▶ _Records to use_:
***

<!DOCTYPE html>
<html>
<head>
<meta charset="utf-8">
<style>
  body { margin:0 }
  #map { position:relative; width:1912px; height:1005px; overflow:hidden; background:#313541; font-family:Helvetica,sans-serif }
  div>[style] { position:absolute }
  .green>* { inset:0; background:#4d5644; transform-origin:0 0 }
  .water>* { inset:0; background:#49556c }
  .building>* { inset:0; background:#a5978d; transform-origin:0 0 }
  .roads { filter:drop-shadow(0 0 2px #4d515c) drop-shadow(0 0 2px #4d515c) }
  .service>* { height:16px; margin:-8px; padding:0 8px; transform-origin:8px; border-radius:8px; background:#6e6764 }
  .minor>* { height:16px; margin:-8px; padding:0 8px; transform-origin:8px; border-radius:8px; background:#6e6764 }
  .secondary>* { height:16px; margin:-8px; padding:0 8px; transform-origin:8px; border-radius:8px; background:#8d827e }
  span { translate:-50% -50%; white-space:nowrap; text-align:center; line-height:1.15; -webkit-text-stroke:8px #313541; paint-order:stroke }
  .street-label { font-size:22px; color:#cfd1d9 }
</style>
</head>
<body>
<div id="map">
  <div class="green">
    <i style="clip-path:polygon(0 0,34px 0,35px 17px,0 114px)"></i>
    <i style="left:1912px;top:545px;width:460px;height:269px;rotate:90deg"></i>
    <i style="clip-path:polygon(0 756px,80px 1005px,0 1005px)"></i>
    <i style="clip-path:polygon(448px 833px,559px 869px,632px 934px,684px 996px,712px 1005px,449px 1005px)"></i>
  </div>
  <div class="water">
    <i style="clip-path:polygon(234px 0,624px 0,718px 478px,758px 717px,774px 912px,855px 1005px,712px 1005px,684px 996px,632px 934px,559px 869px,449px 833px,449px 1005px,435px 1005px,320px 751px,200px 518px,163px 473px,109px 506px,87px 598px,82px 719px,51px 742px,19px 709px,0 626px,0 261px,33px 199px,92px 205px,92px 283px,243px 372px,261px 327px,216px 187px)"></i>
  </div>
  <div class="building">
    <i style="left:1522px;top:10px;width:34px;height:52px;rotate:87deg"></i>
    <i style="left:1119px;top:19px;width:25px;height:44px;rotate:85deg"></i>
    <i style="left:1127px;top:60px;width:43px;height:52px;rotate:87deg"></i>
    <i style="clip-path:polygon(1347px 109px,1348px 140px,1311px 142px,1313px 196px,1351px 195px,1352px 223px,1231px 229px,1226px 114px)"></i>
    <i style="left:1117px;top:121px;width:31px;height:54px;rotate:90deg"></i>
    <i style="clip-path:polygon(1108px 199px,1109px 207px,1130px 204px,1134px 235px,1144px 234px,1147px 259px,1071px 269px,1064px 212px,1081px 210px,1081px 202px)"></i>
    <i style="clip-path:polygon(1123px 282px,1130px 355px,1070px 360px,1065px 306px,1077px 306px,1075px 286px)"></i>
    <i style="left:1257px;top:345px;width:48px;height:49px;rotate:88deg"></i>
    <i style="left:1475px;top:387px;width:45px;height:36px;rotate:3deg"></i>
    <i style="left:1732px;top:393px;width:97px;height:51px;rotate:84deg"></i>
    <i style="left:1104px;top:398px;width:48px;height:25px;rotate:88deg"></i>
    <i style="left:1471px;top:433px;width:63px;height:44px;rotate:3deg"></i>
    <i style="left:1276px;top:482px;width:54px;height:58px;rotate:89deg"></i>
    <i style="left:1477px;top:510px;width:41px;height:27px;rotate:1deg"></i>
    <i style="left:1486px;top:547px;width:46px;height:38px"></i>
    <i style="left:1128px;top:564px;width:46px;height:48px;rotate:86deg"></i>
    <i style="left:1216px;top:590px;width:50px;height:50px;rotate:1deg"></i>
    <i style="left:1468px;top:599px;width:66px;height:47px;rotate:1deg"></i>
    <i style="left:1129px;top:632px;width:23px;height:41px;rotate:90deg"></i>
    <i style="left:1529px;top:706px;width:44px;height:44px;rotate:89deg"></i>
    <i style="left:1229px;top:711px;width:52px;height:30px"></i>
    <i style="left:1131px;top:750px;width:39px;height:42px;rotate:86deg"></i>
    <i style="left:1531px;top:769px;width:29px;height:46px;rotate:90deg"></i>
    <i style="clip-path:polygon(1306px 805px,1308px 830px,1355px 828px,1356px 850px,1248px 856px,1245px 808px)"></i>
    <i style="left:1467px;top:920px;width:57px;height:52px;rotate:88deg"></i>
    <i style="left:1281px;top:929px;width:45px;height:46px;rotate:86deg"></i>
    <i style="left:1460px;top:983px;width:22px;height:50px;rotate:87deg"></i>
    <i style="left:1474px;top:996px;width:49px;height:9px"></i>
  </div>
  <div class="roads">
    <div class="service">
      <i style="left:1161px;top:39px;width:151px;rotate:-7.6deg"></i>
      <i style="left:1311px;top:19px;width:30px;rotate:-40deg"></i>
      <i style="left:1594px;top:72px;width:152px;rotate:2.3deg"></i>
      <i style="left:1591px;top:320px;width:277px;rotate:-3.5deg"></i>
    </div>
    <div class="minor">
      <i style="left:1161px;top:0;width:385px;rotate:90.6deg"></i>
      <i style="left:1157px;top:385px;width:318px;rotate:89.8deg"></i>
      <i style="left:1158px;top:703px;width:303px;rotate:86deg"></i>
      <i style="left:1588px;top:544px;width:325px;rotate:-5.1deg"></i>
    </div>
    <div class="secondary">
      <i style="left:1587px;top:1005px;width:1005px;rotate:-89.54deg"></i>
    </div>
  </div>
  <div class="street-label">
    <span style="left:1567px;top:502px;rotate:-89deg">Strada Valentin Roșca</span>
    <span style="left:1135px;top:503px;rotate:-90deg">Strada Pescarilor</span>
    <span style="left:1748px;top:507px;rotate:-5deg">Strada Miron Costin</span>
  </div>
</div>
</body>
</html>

***

Work out the number of lines in the records containing the word "radius". Write only that number.

▶ _Response to this exercise_: 3